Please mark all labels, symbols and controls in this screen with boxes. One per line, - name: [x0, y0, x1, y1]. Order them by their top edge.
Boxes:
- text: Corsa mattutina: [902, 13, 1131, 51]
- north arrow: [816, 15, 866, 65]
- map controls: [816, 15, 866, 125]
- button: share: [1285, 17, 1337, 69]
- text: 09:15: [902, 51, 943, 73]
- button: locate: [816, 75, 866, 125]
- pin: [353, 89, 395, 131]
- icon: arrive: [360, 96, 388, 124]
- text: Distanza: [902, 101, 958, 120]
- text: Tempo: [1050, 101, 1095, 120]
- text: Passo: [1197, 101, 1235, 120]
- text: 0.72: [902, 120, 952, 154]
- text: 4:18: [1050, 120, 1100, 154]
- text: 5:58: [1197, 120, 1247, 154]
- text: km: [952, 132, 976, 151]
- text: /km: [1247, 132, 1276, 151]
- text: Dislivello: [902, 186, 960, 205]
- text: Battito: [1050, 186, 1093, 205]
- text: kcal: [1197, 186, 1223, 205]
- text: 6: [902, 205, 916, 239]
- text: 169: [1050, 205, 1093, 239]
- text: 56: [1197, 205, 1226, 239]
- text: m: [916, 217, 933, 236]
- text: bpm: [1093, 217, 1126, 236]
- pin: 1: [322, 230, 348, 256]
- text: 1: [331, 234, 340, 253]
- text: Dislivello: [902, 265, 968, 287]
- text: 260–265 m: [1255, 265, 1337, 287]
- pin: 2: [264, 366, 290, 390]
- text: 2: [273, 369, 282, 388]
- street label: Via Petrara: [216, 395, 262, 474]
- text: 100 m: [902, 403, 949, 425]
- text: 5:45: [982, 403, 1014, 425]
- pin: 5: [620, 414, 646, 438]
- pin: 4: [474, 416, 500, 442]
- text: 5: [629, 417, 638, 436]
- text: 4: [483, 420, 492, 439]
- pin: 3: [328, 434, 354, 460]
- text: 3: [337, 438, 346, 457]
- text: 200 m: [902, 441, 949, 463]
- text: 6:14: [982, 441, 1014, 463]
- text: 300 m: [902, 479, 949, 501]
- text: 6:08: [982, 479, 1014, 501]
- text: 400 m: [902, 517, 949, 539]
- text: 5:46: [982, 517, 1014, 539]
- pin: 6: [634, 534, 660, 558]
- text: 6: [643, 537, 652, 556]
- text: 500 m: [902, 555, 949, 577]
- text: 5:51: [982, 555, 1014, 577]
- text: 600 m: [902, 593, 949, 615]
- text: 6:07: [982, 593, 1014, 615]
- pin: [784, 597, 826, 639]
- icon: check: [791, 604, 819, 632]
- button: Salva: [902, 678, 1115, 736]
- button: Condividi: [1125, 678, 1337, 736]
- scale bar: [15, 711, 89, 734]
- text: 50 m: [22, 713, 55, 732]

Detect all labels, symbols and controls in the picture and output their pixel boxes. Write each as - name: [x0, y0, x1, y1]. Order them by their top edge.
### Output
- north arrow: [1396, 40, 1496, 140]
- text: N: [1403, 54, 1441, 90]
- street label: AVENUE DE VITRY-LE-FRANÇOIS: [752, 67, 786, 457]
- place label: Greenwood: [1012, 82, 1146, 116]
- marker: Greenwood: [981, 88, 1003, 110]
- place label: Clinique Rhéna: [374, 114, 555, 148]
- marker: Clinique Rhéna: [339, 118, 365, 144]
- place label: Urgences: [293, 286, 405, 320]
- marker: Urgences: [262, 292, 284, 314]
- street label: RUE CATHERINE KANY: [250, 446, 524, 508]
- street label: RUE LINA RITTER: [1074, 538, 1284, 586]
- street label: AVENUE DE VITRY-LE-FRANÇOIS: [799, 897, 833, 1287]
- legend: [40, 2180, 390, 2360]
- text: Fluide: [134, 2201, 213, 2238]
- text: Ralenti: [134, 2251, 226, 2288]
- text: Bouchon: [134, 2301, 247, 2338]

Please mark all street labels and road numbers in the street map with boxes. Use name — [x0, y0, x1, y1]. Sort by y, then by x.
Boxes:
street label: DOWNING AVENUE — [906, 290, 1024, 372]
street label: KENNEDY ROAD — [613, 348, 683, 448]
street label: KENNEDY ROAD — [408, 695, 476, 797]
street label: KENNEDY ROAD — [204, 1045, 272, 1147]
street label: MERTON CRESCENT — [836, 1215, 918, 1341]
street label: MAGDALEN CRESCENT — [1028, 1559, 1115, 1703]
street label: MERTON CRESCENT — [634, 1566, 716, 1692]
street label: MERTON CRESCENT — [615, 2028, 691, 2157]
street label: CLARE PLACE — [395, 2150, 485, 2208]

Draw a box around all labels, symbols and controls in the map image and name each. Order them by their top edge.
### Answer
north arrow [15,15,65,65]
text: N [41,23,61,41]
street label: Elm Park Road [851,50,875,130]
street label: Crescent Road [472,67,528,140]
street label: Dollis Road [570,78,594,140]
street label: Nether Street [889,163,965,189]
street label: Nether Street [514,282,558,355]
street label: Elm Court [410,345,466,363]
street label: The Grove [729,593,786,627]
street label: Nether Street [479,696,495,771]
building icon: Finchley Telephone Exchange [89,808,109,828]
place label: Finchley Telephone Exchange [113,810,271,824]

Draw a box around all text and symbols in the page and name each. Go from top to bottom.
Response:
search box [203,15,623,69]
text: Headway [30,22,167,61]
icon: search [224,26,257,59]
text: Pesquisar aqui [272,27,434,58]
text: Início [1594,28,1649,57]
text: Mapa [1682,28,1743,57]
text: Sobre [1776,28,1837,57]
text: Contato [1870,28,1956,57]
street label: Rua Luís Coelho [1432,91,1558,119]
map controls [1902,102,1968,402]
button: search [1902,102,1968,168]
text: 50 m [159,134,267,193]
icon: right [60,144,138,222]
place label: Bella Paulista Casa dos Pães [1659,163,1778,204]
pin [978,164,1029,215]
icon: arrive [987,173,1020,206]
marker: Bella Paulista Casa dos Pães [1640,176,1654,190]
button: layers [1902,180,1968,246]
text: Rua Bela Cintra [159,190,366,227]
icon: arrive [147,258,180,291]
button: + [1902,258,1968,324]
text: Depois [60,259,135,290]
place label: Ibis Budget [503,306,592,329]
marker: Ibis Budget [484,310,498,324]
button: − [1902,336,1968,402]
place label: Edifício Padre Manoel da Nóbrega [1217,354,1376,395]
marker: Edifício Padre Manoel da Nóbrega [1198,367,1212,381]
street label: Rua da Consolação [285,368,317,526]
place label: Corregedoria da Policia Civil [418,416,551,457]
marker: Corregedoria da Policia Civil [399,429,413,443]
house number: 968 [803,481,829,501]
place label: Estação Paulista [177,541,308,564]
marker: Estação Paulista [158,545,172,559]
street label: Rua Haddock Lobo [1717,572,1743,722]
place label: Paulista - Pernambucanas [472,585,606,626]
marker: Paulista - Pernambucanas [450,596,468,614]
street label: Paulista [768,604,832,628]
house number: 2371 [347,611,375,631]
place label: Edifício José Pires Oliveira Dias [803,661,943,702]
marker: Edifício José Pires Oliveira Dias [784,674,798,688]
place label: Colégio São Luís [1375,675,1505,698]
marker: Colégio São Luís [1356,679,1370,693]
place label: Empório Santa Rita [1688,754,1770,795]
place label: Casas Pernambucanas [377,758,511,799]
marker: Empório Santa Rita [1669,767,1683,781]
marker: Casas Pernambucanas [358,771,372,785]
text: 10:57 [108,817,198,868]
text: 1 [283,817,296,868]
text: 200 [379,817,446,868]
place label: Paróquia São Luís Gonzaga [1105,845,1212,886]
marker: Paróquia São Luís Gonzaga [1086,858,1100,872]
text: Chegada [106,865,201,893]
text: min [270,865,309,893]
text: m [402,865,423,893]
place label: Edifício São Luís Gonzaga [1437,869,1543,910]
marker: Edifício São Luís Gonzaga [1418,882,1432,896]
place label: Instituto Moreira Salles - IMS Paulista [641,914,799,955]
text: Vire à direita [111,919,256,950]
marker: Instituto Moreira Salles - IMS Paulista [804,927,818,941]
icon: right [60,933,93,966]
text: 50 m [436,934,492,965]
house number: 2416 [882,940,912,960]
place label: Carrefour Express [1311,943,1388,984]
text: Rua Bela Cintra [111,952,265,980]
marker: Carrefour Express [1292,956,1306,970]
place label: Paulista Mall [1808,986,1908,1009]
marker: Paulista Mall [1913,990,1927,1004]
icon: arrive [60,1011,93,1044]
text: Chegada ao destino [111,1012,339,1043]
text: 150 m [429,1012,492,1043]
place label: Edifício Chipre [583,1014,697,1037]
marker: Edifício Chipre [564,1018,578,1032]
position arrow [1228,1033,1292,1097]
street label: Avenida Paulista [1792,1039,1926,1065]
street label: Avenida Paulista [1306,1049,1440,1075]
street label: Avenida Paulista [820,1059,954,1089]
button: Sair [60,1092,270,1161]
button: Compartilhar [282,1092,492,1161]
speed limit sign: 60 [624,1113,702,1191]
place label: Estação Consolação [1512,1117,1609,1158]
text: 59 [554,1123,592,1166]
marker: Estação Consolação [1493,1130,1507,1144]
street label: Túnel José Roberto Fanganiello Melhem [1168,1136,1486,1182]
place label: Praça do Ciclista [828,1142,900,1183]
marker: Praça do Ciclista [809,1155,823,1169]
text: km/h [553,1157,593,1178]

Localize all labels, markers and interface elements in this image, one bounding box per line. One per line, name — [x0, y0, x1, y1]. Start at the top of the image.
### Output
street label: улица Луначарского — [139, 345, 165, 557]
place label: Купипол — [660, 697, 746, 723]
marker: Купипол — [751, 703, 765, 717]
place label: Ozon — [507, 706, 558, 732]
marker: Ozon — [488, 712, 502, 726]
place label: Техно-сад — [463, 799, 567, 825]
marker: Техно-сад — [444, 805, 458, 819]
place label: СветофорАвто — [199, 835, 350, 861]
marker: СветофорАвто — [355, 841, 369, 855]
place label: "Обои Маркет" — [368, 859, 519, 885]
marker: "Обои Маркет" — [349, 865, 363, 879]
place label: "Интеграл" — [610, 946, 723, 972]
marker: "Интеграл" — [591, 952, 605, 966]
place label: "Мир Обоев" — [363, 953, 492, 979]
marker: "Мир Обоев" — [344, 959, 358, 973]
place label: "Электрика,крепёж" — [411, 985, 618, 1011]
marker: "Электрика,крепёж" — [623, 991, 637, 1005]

_To do:_ Reproduce, character for character, only the lines of the preceding data that start at the line with "Please mark all street" and end at the line with "Draw a box around all labels, symbols", both included.

_Response:_
Please mark all street labels and road numbers in the street map with boxes. Use name — [x0, y0, x1, y1]. Sort by y, then by x.
Boxes:
street label: DOWNING AVENUE — [906, 290, 1024, 372]
street label: KENNEDY ROAD — [613, 348, 683, 448]
street label: KENNEDY ROAD — [408, 695, 476, 797]
street label: KENNEDY ROAD — [204, 1045, 272, 1147]
street label: MERTON CRESCENT — [836, 1215, 918, 1341]
street label: MAGDALEN CRESCENT — [1028, 1559, 1115, 1703]
street label: MERTON CRESCENT — [634, 1566, 716, 1692]
street label: MERTON CRESCENT — [615, 2028, 691, 2157]
street label: CLARE PLACE — [395, 2150, 485, 2208]

Draw a box around all labels, symbols and controls in the map image and name each. Order them by their top edge.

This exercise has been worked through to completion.